▶ **DESCRIPTION OF THE TASK**: An exact copy of all the data is needed, with every picture left out.

▶ **AVAILABLE DATA**:

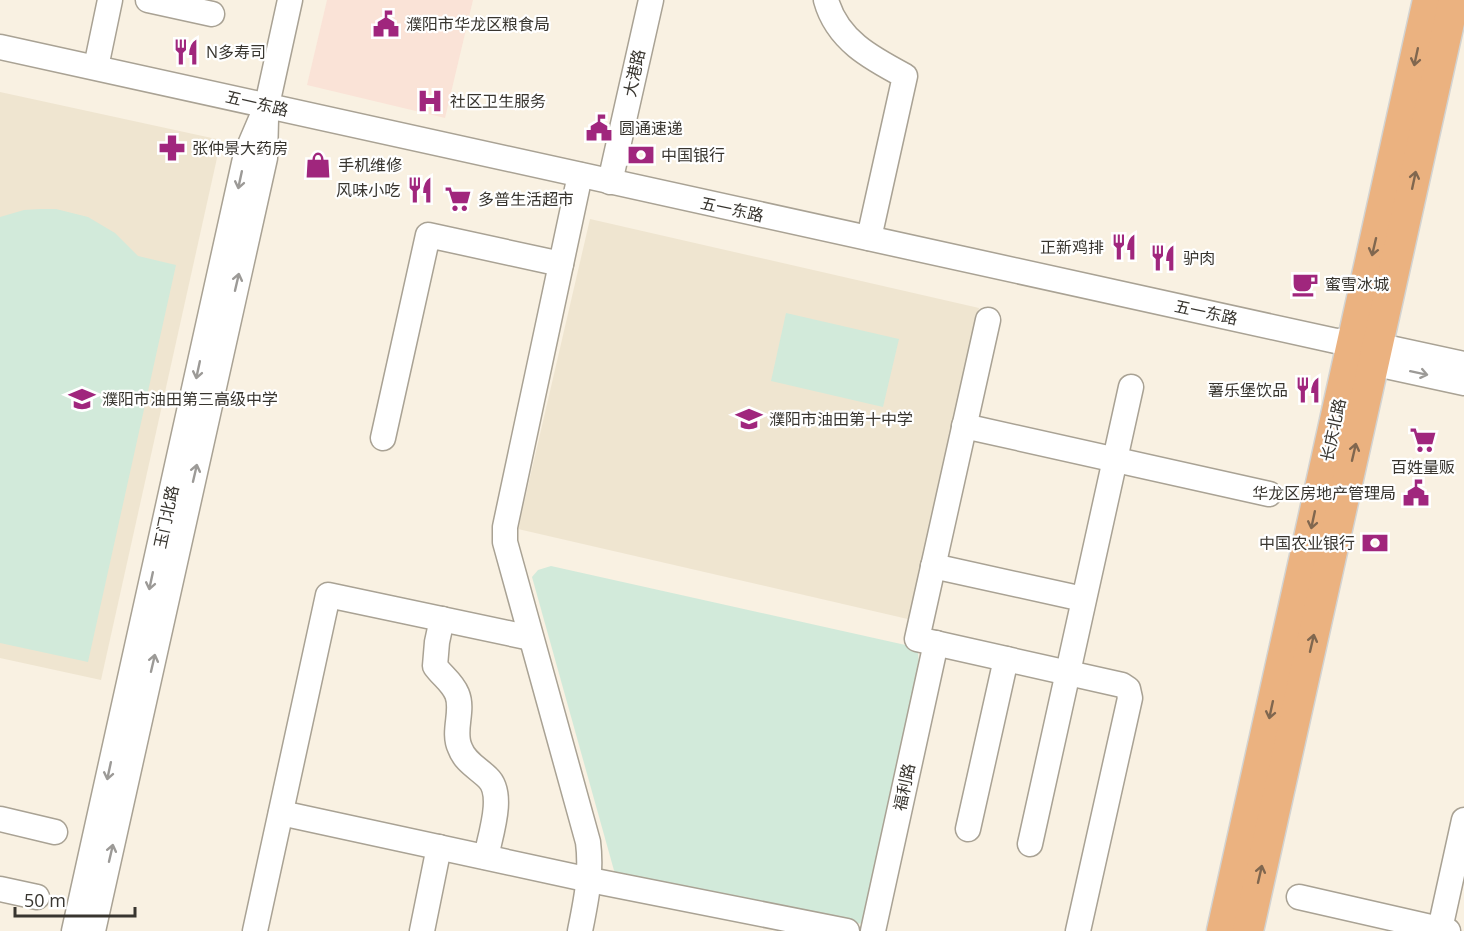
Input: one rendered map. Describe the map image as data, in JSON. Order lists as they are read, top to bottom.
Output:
{
  "streets": {
    "main road": ["长庆北路"],
    "street": [
      "大港路",
      "五一东路",
      "玉门北路",
      "福利路"
    ]
  },
  "crossings": [
    ["大港路", "五一东路"],
    ["五一东路", "长庆北路"],
    ["五一东路", "玉门北路"]
  ],
  "places": {
    "public building": ["濮阳市华龙区粮食局", "圆通速递", "华龙区房地产管理局"],
    "restaurant": [
      "N多寿司",
      "风味小吃",
      "正新鸡排",
      "驴肉",
      "薯乐堡饮品"
    ],
    "hospital": ["社区卫生服务"],
    "pharmacy": ["张仲景大药房"],
    "bank": ["中国银行", "中国农业银行"],
    "shop": ["手机维修"],
    "supermarket": ["多普生活超市", "百姓量贩"],
    "cafe": ["蜜雪冰城"],
    "school or university": ["濮阳市油田第三高级中学", "濮阳市油田第十中学"]
  },
  "scale_bar": "50 m"
}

▶ **REPLY TO THE EXERCISE**:
Input: one rendered map. Describe the map image as data, in JSON. Order lists as they are read, top to bottom.
Output:
{
  "streets": {
    "main road": ["长庆北路"],
    "street": [
      "大港路",
      "五一东路",
      "玉门北路",
      "福利路"
    ]
  },
  "crossings": [
    ["大港路", "五一东路"],
    ["五一东路", "长庆北路"],
    ["五一东路", "玉门北路"]
  ],
  "places": {
    "public building": ["濮阳市华龙区粮食局", "圆通速递", "华龙区房地产管理局"],
    "restaurant": [
      "N多寿司",
      "风味小吃",
      "正新鸡排",
      "驴肉",
      "薯乐堡饮品"
    ],
    "hospital": ["社区卫生服务"],
    "pharmacy": ["张仲景大药房"],
    "bank": ["中国银行", "中国农业银行"],
    "shop": ["手机维修"],
    "supermarket": ["多普生活超市", "百姓量贩"],
    "cafe": ["蜜雪冰城"],
    "school or university": ["濮阳市油田第三高级中学", "濮阳市油田第十中学"]
  },
  "scale_bar": "50 m"
}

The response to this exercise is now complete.